## RECORDS FOR THE EXERCISE

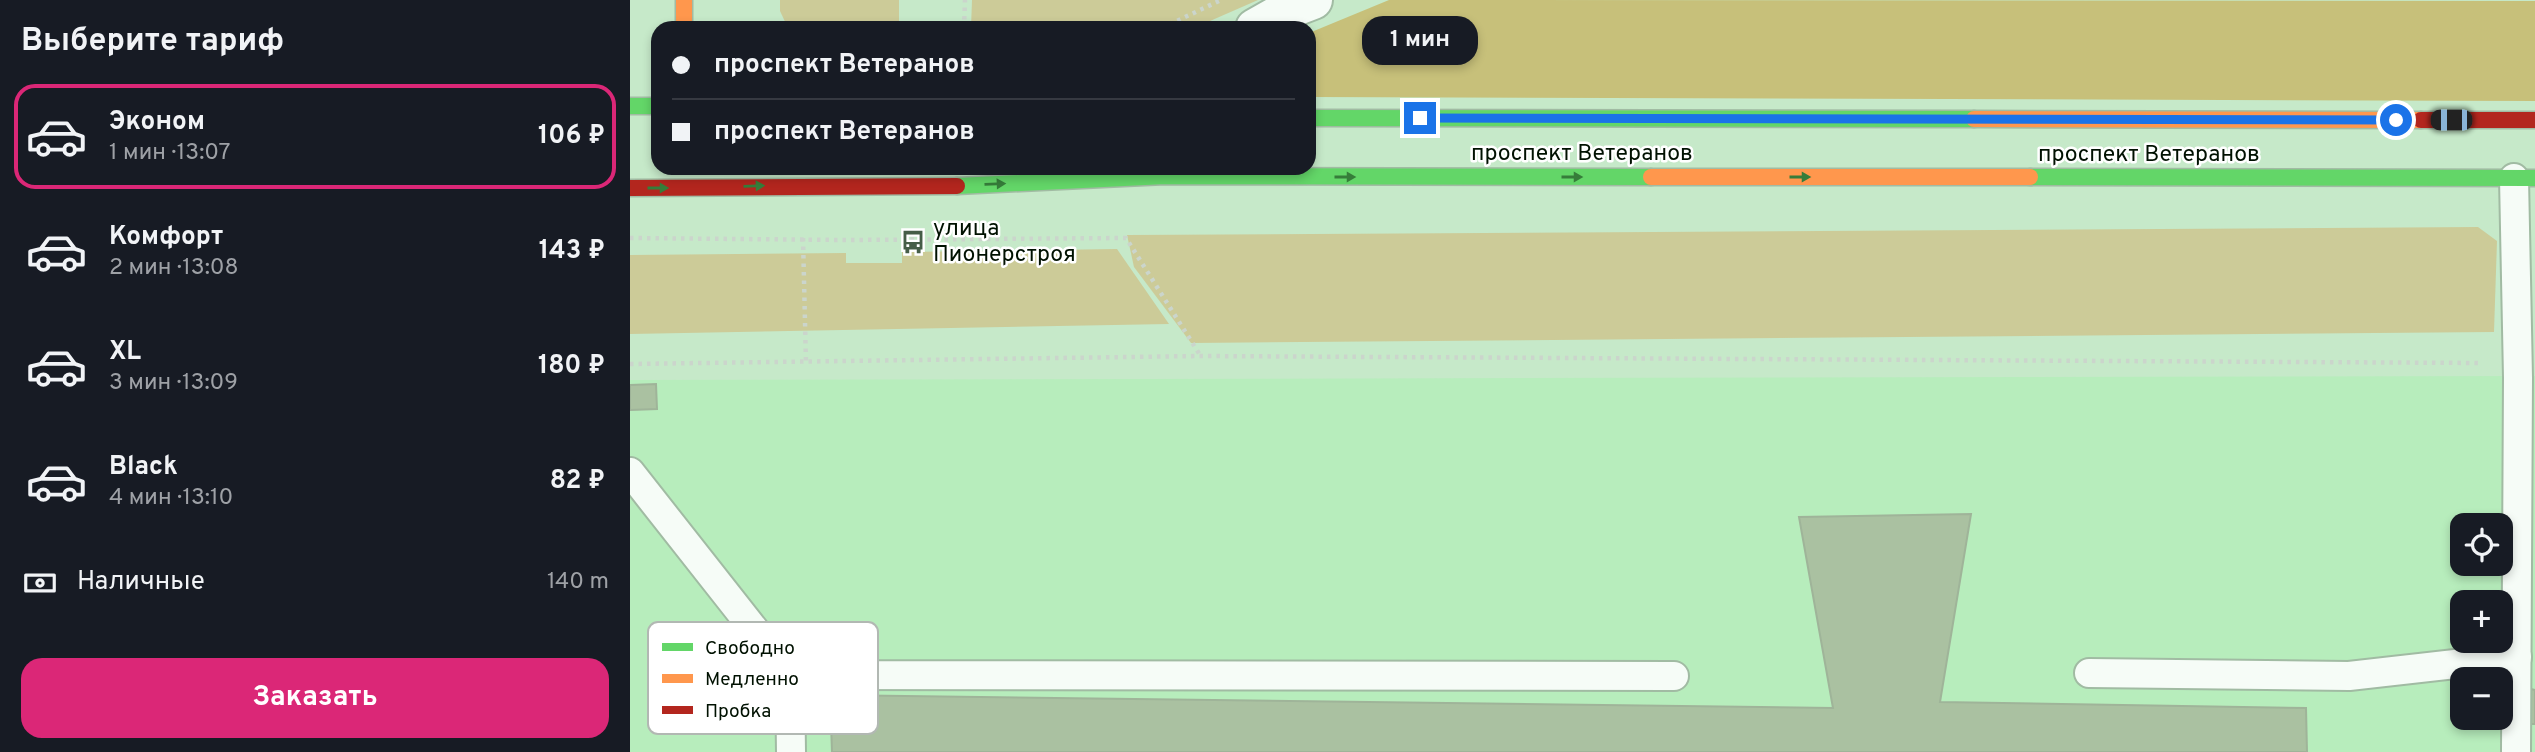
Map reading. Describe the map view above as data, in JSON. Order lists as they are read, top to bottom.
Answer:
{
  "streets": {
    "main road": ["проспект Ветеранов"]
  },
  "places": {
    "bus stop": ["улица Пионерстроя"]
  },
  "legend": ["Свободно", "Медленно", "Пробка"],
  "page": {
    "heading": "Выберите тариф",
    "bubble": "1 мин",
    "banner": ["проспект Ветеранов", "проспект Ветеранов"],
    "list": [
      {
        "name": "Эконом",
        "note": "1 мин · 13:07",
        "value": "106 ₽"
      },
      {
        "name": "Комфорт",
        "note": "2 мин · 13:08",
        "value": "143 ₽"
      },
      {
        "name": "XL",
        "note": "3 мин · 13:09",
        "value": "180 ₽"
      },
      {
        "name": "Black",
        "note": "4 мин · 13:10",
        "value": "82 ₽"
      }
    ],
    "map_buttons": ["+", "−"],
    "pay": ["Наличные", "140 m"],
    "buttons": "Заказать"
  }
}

## WORK REQUIRED
Apart from the pictures, every line above must be repeated exactly.

## OUTPUT FOR THIS TASK
Map reading. Describe the map view above as data, in JSON. Order lists as they are read, top to bottom.
Answer:
{
  "streets": {
    "main road": ["проспект Ветеранов"]
  },
  "places": {
    "bus stop": ["улица Пионерстроя"]
  },
  "legend": ["Свободно", "Медленно", "Пробка"],
  "page": {
    "heading": "Выберите тариф",
    "bubble": "1 мин",
    "banner": ["проспект Ветеранов", "проспект Ветеранов"],
    "list": [
      {
        "name": "Эконом",
        "note": "1 мин · 13:07",
        "value": "106 ₽"
      },
      {
        "name": "Комфорт",
        "note": "2 мин · 13:08",
        "value": "143 ₽"
      },
      {
        "name": "XL",
        "note": "3 мин · 13:09",
        "value": "180 ₽"
      },
      {
        "name": "Black",
        "note": "4 мин · 13:10",
        "value": "82 ₽"
      }
    ],
    "map_buttons": ["+", "−"],
    "pay": ["Наличные", "140 m"],
    "buttons": "Заказать"
  }
}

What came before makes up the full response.